Why cleaning and re-using hospital masks isn’t really safe


Remember that time you didn’t feel like doing laundry so you kept wearing the same pair of socks? Okay, maybe you do that a lot but this isn’t one of those times. In fact, we are in the grip of unprecedented times of a global pandemic the likes of which no one alive has ever seen. Thousands of deaths from the coronavirus every day in New York City, hundreds of thousands of new cases in Los Angeles, and millions of deaths worldwide. It’s not getting better, and we will likely see a second wave of the virus later this summer and fall.

Experts around the world are scrambling to get a leg up on this scourge. In the meantime, the world’s health care workers are at the head of the fight, facing the very maw of the virus at its deadliest. Wearing face masks is common practice for those in the medical field to protect against airborne bacteria and virus particles, and is now a common sight in public settings as well. That of course has led to a debilitating shortage of masks where they are needed most.

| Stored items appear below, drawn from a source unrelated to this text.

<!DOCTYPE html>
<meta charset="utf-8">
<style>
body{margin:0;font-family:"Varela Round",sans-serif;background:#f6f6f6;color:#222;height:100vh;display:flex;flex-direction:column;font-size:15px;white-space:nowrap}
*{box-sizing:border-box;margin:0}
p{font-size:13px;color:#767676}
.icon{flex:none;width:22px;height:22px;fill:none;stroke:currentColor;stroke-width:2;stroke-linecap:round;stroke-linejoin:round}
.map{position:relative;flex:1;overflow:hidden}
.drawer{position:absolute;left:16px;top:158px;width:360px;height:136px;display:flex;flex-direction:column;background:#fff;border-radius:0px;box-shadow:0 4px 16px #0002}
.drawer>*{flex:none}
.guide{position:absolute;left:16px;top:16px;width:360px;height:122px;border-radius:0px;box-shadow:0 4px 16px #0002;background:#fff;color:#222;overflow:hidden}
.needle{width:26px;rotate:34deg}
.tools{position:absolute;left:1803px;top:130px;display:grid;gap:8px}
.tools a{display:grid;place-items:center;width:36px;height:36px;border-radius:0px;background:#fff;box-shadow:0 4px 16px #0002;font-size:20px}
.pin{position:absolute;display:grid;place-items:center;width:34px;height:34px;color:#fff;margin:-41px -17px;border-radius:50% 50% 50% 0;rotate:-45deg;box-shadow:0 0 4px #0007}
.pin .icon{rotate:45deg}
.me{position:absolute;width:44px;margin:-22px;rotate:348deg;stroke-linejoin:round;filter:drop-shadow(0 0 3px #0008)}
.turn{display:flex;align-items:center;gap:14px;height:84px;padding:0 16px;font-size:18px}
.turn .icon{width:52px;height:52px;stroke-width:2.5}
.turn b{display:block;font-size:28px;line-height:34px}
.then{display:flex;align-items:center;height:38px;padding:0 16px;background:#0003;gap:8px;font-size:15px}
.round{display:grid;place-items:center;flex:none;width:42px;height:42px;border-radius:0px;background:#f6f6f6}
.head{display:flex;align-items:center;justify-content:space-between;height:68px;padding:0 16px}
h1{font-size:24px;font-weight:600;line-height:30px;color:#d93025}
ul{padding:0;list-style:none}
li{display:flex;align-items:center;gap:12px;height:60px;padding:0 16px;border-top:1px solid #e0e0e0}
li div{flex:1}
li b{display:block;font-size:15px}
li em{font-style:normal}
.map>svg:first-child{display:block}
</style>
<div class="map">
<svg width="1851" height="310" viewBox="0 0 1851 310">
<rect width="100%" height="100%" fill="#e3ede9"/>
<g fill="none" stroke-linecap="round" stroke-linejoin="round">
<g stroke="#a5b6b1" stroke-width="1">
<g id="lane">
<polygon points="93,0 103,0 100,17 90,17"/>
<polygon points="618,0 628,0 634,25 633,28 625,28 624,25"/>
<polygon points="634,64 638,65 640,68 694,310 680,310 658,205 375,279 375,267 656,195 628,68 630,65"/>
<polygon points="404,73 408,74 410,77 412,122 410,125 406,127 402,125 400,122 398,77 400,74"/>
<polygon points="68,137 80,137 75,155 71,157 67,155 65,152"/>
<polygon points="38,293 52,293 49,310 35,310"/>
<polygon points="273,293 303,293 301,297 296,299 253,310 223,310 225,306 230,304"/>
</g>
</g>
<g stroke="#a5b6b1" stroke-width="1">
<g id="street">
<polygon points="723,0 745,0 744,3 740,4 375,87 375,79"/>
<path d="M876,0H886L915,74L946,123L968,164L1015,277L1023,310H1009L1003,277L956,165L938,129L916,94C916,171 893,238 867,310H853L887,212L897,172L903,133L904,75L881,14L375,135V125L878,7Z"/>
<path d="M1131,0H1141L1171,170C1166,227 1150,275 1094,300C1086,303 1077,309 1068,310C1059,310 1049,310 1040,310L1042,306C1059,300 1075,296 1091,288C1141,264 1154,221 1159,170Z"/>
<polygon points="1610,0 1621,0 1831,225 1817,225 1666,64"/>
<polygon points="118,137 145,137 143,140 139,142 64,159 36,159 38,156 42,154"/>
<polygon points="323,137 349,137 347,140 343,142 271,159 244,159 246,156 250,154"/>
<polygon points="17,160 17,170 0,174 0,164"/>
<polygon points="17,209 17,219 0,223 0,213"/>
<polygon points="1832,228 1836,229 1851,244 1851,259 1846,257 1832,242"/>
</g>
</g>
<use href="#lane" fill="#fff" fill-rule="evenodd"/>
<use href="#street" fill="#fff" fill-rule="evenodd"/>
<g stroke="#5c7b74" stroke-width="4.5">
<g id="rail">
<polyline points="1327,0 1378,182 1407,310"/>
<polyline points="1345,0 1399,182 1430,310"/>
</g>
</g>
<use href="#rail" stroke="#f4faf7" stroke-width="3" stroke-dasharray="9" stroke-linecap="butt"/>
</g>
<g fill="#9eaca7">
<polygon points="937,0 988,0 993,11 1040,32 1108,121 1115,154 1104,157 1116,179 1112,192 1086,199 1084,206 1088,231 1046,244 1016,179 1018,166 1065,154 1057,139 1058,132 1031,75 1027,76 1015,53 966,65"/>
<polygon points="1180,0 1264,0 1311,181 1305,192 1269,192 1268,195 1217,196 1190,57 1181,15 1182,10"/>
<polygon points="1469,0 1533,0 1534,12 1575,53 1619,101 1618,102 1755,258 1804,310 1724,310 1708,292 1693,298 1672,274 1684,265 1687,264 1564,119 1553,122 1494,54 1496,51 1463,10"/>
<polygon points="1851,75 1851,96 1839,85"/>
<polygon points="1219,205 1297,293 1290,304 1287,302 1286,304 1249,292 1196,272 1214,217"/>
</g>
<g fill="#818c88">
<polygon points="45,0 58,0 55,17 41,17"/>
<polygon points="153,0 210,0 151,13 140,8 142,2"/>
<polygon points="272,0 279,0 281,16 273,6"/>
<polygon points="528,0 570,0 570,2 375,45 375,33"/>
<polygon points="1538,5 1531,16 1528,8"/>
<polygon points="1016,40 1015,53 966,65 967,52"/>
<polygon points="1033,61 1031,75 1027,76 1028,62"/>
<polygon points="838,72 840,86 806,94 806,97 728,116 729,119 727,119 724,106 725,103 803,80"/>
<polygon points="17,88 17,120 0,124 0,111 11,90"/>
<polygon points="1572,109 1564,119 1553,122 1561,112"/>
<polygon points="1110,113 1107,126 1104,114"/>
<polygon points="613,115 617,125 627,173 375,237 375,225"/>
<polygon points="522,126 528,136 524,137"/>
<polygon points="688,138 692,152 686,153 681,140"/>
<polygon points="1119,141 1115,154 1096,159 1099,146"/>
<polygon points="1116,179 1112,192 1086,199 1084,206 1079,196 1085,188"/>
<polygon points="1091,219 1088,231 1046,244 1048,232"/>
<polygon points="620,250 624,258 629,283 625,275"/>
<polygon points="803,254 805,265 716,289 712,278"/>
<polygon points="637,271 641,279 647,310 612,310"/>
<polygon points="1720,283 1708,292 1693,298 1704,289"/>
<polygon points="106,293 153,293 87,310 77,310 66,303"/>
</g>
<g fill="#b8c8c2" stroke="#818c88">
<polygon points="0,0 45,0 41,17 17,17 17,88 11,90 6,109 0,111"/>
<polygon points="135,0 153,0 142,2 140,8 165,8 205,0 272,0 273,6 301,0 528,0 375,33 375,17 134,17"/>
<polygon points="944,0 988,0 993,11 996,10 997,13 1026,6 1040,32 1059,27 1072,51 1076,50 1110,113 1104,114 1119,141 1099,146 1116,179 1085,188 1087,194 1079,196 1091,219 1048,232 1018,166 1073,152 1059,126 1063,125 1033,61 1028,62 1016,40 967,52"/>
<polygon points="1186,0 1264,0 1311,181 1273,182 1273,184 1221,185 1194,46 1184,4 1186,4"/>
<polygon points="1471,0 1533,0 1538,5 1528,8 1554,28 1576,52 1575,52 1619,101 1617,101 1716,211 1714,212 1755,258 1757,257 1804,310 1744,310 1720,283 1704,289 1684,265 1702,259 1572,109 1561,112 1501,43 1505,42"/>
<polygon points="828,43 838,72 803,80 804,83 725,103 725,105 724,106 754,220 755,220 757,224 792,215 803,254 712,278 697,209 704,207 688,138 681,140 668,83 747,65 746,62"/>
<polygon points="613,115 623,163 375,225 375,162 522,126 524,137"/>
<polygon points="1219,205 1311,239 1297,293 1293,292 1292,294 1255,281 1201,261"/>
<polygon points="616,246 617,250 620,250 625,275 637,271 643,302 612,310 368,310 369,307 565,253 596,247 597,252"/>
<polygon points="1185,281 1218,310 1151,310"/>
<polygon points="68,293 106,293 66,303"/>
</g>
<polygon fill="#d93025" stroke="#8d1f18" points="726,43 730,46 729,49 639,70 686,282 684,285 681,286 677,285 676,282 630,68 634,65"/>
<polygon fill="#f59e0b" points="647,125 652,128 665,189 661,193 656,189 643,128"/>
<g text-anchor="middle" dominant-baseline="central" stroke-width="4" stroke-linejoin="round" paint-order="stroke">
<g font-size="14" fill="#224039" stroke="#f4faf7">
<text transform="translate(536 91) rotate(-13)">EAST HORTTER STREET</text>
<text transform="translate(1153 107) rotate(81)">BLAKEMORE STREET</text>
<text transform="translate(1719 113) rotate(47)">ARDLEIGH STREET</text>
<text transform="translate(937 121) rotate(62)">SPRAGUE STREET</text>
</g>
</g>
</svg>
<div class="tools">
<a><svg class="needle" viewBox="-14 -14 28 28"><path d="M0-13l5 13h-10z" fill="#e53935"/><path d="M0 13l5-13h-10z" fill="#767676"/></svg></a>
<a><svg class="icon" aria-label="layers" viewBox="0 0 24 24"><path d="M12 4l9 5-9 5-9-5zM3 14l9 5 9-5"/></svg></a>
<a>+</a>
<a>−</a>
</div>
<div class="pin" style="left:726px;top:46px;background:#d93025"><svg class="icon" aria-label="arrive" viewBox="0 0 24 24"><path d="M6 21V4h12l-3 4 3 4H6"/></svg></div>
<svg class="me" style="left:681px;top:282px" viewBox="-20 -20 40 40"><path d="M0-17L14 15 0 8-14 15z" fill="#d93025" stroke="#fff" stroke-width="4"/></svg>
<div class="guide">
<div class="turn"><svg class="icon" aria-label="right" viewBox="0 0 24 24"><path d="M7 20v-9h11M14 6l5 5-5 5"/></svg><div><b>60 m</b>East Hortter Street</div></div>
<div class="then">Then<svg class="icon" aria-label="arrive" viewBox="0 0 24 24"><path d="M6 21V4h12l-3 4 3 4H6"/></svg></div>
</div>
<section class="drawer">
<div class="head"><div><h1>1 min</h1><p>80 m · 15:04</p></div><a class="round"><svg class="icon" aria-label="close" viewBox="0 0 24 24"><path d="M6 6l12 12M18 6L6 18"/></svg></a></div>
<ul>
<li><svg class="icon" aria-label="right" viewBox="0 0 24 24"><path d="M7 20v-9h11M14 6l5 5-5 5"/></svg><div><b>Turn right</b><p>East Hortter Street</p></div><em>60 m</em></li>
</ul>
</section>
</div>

Is it okay to reuse face masks?

Most single use items are designed that way for a reason; to be used one time. The N95 face masks health workers need are designed as single use but given the drastic shortage of the masks, many workers are forced to reuse masks far beyond their ability to protect against disease. The same holds true for the rest of us and we are faced with a serious dilemma.

In fact, long before the coronavirus, a study confirmed that reusing N95 respirator face masks would likely increase the risk of infection. Keep in mind that N95 masks are made with special fibers specifically woven to trap tiny particles. But the fibers don’t last forever and once they degrade, the integrity of the mask goes with it. Reusing a mask is almost like clamping a handful of viruses and other nastiness directly on your face.

What about washing the mask?

We are in desperate times to be sure and while that typically calls for like measures, this pandemic is far from ordinary and many people have resorted to cleaning their masks and then keep right on using them. But does it work? Another expert study revealed decontaminating an N95 “must remove the viral threat, be harmless to the user, and not compromise the integrity of the respirator.” Unfortunately, we don’t currently have a cleaning method meeting all three of those parameters.

Cross-contamination is another potential problem. You can’t just shove a used mask in a backpack or your pocket and expect it to stay clean. Respirator masks in particular should not touch other masks and even putting the mask on requires awareness; if your hands are infected, the germs gladly take advantage of the ride and plant themselves on the mask.

Special decontamination methods are currently in the works that could allow reuse of N95 masks but for now, using a new mask is your best defense.